Holding up a coca leaf to help underline his message at a United Nations anti-drugs meeting in Vienna, the leftist leader, a former coca leaf farmer, said coca leaf producers were not “drug dealers” and it was not the same as cocaine.

The coca leaf was declared an illegal narcotic in the 1961 UN Single Convention on Narcotic Drugs, along with cocaine, heroin, opium and morphine and a host of chemical drugs.

Bolivia has withdrawn from the convention but hopes to re-join with a reservation recognizing coca chewing.

It is unclear, however, whether it will secure sufficient support among other countries to be able to do that.

“We know that some countries already conveyed to us their strong opposition,” Yury Fedotov, head of the UN Office on Drugs and Crime (UNODC), told a news conference.Fedotov expressed  concern that this kind of request from Bolivia, in the long run, could undermine international law in the area of drugs control and could have a “domino effect”.

Morales said that chewing coca leaves was an “ancestral right” for Bolivians.

“We are not drug addicts when we consume the coca leaf.

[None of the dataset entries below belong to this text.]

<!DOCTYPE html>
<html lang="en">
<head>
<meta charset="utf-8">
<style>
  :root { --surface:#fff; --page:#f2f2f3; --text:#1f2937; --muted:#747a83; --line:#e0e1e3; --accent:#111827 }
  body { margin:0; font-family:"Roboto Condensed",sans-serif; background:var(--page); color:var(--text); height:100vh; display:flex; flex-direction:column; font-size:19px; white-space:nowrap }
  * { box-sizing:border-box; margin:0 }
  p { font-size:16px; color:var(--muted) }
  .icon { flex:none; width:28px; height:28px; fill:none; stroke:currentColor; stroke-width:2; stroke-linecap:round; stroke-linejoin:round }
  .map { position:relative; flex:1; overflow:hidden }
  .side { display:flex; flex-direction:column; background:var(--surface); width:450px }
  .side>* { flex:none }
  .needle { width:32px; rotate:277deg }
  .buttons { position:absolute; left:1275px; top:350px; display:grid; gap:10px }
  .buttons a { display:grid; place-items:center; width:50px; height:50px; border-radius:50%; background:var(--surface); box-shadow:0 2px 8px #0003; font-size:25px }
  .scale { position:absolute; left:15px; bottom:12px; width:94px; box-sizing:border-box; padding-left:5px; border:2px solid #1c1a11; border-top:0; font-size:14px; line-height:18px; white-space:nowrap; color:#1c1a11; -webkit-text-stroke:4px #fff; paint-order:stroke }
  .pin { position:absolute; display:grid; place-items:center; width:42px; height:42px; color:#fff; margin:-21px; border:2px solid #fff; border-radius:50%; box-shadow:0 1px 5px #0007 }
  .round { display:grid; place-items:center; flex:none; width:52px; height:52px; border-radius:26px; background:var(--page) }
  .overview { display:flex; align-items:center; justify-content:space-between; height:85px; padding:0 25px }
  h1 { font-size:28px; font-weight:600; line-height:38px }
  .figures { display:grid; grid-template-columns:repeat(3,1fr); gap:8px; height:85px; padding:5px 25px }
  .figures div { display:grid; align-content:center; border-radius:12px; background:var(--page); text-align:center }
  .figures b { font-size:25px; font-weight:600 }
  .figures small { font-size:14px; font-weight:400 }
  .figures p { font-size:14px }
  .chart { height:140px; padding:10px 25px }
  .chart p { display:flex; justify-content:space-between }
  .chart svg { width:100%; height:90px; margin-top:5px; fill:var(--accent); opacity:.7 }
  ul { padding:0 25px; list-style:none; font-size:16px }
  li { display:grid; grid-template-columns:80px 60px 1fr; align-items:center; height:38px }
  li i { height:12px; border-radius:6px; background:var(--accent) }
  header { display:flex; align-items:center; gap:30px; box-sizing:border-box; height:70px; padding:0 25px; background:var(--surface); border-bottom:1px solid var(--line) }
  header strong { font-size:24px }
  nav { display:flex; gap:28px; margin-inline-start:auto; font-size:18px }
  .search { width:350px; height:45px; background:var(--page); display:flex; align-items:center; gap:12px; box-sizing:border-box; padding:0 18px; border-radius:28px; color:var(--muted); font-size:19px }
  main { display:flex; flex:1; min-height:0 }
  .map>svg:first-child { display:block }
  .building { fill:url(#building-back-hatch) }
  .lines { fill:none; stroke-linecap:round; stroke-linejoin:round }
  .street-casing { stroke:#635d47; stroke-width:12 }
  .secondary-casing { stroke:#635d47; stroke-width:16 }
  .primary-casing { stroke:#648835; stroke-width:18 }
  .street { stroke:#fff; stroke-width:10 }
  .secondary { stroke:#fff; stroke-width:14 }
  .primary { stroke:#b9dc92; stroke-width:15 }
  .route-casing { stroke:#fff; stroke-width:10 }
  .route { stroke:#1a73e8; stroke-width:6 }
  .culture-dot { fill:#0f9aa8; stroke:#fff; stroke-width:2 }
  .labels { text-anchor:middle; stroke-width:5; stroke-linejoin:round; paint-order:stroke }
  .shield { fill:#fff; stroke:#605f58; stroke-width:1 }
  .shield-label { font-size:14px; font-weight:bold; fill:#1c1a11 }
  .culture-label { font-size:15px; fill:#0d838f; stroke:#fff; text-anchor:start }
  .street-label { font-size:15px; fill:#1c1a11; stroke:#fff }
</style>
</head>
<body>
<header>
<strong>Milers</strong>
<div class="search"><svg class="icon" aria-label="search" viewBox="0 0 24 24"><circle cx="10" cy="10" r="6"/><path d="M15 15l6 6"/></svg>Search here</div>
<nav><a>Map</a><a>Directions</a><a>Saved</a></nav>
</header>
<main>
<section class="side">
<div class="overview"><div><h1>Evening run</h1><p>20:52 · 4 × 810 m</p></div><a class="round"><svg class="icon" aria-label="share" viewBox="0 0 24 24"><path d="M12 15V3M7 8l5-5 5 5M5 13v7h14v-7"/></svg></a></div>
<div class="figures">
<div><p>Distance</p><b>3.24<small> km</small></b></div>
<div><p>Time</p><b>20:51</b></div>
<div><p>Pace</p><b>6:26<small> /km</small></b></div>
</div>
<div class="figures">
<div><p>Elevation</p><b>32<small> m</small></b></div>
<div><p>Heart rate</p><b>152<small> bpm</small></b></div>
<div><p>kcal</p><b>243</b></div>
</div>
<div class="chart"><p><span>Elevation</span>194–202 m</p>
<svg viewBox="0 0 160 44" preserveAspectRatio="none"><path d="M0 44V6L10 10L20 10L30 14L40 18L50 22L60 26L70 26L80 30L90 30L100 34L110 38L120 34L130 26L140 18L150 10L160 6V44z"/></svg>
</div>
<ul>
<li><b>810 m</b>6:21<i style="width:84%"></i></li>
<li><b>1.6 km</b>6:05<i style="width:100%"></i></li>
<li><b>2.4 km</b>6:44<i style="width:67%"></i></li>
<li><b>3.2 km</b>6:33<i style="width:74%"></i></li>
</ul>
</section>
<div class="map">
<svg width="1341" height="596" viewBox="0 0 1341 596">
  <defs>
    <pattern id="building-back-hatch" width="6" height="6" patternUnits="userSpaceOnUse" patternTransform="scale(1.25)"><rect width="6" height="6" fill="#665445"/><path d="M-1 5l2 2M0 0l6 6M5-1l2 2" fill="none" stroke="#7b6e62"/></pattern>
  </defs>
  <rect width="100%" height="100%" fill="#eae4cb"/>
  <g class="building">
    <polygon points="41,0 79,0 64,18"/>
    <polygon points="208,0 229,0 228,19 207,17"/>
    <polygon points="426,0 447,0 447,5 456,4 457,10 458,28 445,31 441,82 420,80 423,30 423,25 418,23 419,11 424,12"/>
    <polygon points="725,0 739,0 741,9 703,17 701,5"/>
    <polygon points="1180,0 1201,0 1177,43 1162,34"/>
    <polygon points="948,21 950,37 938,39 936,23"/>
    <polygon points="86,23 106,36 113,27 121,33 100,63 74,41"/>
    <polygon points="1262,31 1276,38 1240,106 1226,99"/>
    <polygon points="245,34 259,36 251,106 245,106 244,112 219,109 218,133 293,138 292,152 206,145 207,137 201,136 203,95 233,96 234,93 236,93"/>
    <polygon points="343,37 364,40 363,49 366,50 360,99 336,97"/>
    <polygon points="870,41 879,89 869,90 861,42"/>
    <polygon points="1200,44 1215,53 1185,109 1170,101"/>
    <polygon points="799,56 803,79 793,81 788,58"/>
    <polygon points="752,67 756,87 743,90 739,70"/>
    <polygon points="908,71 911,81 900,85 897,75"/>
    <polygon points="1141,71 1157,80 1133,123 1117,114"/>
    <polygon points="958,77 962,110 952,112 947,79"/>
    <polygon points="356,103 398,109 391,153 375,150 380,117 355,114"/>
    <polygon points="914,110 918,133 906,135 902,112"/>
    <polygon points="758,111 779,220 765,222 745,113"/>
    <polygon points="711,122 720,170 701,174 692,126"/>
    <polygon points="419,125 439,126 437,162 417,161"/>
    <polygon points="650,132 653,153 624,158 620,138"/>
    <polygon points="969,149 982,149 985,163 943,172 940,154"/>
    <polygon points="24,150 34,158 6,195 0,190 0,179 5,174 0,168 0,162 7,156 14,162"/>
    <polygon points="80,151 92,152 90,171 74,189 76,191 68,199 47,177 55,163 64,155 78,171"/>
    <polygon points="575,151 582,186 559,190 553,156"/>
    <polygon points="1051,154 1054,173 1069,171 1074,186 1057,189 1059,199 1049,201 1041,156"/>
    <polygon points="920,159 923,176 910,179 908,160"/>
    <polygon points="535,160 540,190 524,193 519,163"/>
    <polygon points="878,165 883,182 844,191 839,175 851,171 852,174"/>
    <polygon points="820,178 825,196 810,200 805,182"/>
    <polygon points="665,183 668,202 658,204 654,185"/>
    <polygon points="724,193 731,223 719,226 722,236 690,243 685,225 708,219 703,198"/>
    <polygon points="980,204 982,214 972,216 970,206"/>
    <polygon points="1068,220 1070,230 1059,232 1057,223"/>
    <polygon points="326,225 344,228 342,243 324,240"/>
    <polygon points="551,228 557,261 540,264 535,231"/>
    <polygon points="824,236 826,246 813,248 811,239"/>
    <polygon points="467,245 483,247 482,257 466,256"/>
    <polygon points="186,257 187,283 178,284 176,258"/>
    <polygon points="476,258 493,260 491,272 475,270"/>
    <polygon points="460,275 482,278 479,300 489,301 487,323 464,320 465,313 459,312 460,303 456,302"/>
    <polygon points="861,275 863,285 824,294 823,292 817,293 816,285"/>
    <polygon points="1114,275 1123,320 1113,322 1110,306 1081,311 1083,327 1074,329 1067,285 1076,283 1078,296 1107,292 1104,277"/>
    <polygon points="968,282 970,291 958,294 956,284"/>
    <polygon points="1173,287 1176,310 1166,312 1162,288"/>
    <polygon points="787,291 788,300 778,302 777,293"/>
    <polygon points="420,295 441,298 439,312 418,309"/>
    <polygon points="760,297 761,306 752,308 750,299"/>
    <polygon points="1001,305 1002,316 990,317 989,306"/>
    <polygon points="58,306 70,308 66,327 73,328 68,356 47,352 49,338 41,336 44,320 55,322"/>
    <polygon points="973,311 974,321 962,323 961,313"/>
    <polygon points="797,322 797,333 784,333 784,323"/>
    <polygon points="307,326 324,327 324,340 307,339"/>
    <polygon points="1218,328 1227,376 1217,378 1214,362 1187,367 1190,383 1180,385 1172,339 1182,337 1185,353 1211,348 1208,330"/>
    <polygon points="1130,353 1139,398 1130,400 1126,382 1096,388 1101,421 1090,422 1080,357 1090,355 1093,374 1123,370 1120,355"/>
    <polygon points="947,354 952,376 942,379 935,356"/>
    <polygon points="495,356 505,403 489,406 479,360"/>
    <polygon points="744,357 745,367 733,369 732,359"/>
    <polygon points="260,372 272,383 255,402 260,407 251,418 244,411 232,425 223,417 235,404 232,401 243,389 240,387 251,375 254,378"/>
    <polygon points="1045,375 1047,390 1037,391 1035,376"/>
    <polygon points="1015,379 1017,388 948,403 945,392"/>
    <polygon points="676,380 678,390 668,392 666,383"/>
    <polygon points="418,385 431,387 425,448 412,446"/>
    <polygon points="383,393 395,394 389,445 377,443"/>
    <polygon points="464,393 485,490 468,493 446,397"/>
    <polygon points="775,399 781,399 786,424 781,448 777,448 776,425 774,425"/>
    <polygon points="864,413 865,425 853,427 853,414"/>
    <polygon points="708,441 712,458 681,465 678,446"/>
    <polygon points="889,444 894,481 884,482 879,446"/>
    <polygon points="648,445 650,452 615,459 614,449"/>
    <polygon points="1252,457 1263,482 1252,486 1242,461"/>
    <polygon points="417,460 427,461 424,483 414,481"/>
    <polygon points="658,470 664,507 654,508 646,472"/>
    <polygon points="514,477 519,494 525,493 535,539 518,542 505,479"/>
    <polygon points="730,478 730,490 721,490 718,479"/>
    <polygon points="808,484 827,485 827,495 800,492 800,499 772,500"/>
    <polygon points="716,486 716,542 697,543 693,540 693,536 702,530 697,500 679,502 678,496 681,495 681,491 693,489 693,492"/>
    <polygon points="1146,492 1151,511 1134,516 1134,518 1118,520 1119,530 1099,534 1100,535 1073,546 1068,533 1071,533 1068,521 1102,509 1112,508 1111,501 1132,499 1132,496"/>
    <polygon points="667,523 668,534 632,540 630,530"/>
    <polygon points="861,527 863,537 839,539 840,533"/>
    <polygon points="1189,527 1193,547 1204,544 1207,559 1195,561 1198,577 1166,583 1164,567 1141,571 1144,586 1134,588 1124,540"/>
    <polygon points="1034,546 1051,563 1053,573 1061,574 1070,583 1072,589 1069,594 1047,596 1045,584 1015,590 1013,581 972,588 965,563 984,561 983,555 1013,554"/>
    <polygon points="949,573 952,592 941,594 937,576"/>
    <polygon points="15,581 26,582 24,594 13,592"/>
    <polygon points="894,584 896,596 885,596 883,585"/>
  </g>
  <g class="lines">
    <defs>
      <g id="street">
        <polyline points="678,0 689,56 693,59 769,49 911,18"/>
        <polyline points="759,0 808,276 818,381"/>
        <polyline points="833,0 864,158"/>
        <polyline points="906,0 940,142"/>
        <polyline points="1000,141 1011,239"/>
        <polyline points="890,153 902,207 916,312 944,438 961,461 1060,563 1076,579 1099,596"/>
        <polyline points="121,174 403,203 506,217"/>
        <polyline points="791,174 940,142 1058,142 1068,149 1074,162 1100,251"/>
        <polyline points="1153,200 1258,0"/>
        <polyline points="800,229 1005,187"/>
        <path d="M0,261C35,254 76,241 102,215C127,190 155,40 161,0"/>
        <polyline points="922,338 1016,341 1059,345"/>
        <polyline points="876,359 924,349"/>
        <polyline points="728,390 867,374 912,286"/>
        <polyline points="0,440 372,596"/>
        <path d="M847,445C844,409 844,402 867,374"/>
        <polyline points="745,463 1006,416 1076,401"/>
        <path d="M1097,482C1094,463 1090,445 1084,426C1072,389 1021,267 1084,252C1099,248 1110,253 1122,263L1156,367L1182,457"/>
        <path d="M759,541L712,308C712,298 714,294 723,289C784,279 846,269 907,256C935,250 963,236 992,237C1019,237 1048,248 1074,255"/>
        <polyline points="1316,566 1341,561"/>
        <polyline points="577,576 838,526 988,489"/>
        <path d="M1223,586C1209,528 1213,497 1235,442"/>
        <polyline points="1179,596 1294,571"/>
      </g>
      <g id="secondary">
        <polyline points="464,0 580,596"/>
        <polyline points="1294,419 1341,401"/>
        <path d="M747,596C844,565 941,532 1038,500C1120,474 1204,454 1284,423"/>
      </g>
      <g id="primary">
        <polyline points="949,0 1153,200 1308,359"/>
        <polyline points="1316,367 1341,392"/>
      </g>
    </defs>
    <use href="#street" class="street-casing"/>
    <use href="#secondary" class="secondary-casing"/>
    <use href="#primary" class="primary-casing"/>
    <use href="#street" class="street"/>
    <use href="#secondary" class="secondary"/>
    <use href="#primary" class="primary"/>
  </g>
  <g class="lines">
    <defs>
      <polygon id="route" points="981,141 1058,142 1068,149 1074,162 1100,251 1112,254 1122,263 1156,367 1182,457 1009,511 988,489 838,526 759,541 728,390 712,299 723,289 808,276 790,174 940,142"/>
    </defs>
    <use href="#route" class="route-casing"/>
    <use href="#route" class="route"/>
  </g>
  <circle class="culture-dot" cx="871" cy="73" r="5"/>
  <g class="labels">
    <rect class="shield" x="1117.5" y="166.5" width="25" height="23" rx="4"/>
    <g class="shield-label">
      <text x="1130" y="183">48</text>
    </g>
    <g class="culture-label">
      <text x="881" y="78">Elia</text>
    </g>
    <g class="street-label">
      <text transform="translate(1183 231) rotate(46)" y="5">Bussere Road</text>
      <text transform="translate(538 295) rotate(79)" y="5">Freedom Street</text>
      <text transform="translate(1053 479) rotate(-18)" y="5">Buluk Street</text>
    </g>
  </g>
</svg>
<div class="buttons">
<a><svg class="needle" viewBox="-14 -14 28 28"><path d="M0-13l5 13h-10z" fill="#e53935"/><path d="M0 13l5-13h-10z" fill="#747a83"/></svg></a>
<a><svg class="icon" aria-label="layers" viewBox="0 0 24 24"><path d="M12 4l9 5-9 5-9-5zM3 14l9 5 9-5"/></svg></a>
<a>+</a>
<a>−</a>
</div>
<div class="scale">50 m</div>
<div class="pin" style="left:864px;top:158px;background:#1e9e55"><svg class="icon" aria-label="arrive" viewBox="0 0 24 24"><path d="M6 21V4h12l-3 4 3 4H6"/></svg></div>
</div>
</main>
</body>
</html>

The coca leaf is not cocaine, we have to get rid of this misconception,” he said in a speech that ended with applause from the hall.

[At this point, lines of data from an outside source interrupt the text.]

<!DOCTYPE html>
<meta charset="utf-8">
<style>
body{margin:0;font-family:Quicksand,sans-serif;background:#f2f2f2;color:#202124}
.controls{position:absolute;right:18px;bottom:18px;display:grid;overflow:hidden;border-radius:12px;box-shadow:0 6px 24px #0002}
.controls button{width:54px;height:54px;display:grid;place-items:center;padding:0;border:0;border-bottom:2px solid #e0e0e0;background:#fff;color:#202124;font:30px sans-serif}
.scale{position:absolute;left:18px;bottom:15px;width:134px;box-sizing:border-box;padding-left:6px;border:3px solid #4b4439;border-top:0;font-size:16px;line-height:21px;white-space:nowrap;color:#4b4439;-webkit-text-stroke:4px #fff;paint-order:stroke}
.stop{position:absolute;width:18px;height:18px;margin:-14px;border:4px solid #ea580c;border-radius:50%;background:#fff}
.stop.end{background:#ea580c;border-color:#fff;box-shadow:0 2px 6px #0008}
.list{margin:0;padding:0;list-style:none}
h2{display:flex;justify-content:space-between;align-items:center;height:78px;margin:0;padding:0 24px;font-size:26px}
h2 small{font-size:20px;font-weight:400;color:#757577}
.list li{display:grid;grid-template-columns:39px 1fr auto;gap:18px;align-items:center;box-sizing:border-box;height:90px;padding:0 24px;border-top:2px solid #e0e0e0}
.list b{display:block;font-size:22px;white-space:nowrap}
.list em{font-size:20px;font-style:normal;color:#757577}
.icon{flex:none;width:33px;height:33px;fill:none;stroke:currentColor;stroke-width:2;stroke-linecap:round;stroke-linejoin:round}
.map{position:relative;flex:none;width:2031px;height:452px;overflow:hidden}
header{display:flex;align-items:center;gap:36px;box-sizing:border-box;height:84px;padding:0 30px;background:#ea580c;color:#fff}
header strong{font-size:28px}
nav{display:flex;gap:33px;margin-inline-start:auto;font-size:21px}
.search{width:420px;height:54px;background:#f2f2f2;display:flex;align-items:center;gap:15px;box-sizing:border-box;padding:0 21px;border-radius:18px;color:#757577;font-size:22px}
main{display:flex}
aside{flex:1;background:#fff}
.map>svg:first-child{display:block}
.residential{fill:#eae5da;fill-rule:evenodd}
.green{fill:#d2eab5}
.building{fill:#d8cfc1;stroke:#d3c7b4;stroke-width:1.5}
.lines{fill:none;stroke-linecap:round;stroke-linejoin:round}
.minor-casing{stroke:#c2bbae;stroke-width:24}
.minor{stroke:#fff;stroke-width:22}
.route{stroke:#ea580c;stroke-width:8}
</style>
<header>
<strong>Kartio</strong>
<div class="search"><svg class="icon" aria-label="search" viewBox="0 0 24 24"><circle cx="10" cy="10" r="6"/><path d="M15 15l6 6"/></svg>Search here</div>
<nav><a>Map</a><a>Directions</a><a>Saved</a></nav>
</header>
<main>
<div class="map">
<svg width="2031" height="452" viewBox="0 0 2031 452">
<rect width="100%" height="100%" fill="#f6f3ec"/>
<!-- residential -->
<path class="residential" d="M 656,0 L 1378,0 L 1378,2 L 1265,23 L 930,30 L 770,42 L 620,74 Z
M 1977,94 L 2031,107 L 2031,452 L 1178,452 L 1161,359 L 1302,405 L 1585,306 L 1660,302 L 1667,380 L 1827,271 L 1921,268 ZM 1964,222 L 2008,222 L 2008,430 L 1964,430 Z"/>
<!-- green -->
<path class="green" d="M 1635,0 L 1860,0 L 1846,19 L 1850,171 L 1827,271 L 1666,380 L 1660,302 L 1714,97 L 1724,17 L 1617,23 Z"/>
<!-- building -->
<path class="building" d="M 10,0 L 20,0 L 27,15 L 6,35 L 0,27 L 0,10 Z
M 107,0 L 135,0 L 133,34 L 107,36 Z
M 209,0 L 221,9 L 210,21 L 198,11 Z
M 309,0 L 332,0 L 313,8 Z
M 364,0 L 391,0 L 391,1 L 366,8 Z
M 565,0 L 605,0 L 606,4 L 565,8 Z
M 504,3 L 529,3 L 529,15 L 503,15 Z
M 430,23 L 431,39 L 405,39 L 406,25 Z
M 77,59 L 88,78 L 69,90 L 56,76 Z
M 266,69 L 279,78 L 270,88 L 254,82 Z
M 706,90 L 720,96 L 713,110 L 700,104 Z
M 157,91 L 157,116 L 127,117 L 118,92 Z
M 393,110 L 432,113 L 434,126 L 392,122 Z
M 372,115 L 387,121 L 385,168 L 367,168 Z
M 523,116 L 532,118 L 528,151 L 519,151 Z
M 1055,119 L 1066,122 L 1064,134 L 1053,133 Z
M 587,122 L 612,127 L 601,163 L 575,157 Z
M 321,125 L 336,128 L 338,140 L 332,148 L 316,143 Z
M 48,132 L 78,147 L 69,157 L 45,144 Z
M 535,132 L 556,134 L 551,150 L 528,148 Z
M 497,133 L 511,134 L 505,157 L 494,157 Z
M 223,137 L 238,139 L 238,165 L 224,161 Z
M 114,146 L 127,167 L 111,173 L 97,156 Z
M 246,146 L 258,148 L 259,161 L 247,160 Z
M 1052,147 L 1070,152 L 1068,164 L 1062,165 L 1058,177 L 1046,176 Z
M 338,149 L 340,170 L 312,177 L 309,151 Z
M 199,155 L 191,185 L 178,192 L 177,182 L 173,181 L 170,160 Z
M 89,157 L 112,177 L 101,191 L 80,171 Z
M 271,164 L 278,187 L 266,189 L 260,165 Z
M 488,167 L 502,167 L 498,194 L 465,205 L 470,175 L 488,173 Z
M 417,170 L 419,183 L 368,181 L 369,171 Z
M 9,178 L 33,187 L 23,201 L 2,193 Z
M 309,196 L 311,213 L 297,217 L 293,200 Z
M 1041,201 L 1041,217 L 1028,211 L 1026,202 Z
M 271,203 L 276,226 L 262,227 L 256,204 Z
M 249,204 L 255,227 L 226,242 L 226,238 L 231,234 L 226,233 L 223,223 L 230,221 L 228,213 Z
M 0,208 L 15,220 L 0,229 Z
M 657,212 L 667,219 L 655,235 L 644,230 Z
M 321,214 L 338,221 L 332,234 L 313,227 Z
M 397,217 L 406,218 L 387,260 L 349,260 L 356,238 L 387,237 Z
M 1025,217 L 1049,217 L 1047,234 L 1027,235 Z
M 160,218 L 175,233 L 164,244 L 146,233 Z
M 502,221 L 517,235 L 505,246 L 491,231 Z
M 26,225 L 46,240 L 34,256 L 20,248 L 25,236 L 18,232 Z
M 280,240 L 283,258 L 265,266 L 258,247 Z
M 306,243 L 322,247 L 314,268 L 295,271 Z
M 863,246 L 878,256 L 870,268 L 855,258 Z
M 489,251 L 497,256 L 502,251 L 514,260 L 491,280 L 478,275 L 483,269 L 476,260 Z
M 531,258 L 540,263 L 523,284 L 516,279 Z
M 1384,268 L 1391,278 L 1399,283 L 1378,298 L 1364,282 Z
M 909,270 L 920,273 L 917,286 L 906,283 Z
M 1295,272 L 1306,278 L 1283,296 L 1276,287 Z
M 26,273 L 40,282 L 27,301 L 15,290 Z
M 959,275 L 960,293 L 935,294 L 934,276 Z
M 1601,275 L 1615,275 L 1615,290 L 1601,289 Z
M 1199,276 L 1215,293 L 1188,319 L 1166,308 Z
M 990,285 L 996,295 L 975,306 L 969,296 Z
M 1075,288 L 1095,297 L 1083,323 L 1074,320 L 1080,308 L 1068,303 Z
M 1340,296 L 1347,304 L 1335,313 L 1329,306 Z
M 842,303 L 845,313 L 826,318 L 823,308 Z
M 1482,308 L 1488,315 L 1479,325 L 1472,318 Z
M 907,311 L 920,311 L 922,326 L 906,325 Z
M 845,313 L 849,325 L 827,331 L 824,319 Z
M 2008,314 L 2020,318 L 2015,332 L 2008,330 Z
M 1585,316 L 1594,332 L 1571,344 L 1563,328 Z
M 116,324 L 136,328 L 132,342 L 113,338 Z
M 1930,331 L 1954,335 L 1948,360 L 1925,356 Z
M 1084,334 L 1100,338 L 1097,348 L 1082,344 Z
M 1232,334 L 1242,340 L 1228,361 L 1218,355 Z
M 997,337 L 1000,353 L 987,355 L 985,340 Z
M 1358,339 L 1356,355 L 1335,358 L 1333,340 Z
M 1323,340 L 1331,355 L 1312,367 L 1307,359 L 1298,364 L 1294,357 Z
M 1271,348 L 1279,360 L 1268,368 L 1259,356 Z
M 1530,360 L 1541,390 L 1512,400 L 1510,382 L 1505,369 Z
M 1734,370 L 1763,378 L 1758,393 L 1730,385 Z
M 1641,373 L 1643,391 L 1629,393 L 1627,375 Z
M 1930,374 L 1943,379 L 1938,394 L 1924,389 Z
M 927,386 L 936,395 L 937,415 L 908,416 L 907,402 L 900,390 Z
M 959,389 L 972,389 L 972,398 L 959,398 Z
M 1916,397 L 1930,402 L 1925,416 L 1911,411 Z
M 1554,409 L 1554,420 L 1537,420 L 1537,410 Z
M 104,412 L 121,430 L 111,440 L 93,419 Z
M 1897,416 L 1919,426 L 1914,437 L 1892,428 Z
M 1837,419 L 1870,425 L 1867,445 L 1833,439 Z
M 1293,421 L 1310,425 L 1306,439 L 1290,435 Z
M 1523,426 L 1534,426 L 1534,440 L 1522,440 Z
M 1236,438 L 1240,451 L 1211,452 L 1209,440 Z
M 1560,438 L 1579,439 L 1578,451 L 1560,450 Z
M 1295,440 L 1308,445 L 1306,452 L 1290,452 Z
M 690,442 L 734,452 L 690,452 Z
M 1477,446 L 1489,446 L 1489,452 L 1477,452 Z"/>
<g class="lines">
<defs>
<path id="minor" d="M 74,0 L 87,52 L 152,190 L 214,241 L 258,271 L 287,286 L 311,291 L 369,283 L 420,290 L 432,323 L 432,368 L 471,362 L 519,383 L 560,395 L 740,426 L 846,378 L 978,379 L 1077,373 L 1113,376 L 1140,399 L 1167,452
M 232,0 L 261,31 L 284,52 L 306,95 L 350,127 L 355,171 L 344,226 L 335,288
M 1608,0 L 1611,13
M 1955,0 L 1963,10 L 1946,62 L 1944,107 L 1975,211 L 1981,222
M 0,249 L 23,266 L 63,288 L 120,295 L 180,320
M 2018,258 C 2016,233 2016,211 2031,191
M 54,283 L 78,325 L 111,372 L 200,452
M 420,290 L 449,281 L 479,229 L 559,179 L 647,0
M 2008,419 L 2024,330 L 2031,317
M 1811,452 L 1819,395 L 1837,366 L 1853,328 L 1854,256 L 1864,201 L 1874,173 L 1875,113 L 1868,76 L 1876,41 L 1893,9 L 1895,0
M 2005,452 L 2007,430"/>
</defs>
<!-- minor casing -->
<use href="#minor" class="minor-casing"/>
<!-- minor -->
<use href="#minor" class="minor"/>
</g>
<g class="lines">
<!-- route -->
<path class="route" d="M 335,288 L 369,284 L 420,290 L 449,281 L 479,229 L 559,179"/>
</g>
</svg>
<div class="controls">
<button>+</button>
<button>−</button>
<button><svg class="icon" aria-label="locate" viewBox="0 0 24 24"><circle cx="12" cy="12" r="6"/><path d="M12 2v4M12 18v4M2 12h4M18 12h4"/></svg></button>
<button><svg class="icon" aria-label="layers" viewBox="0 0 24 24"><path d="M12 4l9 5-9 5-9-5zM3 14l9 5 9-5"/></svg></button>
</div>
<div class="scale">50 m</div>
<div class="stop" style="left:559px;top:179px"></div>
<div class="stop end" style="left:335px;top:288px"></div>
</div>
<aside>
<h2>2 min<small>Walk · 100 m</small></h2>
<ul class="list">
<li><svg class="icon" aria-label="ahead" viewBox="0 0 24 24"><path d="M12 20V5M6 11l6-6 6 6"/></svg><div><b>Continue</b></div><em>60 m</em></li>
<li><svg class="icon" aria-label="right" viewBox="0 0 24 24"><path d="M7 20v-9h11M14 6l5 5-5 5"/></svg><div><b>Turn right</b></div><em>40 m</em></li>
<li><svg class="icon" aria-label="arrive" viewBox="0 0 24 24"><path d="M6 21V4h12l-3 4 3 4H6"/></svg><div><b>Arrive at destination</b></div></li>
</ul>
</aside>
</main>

“This is a millennia-old tradition in Bolivia and we would hope that you will understand that coca leaf producers are not drug dealers.”

After Morales’ speech, thousands of Bolivian coca farmers rallied in city squares across the Andean country chewing coca leaves in support of the president.

“We want to tell the world that the coca leaf is (part of our) culture, our identity and that’s why we are asking for it to be removed from the blacklist of drugs,” said Roberto Coraite, leader of Bolivia’s largest agricultural workers confederation.

Bolivia, the biggest cocaine producer after Peru and Colombia, has been trying to promote coca’s health benefits and develop legal uses for coca leaves.

Bolivians have chewed the leaves for centuries as a mild stimulant that reduces hunger and altitude sickness, and Morales has asked the United Nations to decriminalize the traditional practice.

“We are very much aware of the damage that can be done by cocaine and we are working against drug trafficking … but we want the recognition of these ancestral rights,” Morales told the meeting in comments translated from Spanish to English.

The head of Russia’s Federal Drug Control Service, Victor Ivanov, spoke of the need to do “everything we can against legalising drugs,” when asked about his position on Bolivia’s campaign in favour of recognizing coca leaf consumption there.

R Gil Kerlikowske, the director of US National Drug Control Policy, said Washington “steadfastly opposes the legalization of drugs,” in a speech, but did not mention Bolivia.

Earlier, Fedotov said illegal drugs represented a “trans-national threat of extraordinary proportions,” as he opened the week-long Commission on Narcotic Drugs meeting.